§ Provided data:
☆ ☆ ☆

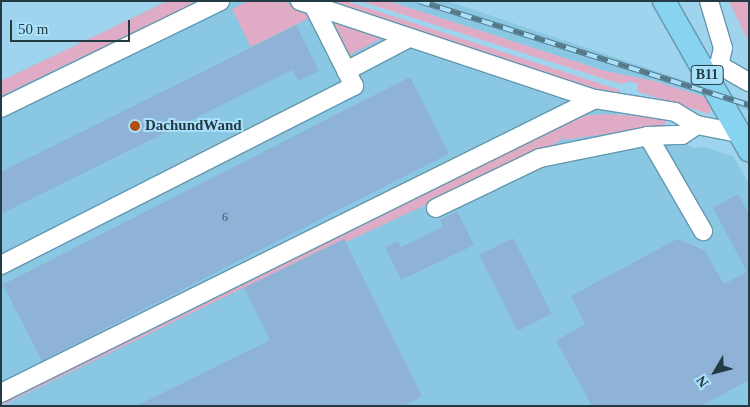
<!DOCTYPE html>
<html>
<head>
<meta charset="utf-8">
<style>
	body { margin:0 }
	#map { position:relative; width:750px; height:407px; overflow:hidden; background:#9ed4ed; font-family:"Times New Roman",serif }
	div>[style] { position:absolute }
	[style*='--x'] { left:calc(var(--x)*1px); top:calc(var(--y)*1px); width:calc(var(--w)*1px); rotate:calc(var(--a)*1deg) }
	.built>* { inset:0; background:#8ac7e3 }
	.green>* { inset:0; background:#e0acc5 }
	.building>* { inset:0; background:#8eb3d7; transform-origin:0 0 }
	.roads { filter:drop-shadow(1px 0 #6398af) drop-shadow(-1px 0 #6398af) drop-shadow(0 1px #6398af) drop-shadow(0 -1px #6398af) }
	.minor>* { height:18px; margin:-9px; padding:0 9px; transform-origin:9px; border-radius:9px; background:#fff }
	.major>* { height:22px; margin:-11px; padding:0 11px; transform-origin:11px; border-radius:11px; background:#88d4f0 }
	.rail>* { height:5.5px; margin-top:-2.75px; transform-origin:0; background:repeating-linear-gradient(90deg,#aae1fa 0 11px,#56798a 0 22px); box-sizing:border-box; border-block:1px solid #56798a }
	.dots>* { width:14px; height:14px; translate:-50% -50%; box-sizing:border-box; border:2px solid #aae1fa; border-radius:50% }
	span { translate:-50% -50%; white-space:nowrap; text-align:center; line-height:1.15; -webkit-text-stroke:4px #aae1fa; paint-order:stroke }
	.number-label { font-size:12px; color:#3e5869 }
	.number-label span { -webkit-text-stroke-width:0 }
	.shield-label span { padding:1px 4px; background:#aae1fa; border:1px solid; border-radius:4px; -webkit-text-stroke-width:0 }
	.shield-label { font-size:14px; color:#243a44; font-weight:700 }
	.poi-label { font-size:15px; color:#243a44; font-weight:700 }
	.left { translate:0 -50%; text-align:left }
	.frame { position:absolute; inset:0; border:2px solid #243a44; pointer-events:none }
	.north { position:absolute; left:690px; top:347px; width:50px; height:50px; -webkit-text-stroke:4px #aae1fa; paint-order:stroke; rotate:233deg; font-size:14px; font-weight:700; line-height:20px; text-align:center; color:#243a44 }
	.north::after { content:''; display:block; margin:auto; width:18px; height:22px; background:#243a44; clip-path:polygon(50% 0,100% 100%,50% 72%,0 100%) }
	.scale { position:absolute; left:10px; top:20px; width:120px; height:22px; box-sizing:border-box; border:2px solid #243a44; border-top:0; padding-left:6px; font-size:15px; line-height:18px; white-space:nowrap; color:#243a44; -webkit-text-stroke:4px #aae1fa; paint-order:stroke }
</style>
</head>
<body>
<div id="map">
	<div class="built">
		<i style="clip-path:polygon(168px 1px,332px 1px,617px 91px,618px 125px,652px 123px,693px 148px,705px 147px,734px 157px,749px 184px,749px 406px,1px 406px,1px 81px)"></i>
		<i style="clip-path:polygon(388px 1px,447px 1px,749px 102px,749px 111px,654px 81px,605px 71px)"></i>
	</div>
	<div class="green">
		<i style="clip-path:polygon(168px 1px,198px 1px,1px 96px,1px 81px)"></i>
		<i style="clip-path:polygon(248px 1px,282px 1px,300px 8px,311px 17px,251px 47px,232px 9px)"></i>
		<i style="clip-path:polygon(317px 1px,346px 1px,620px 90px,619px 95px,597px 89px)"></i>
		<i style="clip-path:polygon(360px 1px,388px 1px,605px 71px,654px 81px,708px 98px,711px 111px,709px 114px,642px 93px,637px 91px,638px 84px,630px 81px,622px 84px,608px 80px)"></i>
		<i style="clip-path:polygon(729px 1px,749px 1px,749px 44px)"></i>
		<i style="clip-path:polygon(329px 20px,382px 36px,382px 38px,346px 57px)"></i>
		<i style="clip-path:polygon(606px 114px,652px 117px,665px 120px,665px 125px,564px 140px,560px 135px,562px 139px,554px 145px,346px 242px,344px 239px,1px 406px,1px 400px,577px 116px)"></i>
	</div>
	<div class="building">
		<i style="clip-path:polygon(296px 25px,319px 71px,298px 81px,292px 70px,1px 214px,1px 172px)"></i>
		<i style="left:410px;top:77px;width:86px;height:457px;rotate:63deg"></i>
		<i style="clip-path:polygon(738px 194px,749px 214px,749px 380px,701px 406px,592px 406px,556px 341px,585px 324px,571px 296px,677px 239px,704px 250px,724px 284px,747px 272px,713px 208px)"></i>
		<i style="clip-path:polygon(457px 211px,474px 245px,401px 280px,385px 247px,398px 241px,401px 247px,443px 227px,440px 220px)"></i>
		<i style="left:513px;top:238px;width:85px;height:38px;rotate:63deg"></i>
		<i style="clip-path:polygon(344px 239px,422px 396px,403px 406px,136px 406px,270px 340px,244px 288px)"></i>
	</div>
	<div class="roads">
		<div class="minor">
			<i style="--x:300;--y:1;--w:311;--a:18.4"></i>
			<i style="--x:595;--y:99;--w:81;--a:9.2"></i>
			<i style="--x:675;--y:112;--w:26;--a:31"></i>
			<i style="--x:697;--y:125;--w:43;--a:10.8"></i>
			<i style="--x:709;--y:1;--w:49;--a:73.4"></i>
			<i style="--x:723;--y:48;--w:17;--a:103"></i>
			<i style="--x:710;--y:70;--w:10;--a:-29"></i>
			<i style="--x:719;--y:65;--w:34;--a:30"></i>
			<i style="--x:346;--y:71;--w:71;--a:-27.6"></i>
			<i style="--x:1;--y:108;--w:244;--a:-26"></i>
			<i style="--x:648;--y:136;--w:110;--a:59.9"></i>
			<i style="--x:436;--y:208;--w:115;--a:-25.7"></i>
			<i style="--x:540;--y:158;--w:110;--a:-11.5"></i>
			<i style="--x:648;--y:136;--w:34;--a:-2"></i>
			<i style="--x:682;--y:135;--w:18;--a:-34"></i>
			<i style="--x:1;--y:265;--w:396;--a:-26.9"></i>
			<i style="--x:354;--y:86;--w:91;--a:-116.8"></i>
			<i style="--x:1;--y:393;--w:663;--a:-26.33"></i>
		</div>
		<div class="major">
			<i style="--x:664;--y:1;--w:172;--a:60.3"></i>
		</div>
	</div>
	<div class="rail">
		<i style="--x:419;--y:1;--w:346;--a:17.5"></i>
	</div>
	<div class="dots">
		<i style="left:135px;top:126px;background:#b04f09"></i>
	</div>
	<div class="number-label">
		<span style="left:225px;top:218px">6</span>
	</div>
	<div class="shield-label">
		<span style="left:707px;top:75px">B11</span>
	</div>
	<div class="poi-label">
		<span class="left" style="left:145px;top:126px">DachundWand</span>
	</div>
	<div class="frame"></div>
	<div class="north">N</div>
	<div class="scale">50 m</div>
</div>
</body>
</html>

☆ ☆ ☆

§ Problem to work on: Take the material above from its first line through the line holding "inset:0; background:#8eb3d7; transform-origin:0" and set it down exactly, without the pictures.

§ Exercise response:
<!DOCTYPE html>
<html>
<head>
<meta charset="utf-8">
<style>
	body { margin:0 }
	#map { position:relative; width:750px; height:407px; overflow:hidden; background:#9ed4ed; font-family:"Times New Roman",serif }
	div>[style] { position:absolute }
	[style*='--x'] { left:calc(var(--x)*1px); top:calc(var(--y)*1px); width:calc(var(--w)*1px); rotate:calc(var(--a)*1deg) }
	.built>* { inset:0; background:#8ac7e3 }
	.green>* { inset:0; background:#e0acc5 }
	.building>* { inset:0; background:#8eb3d7; transform-origin:0 0 }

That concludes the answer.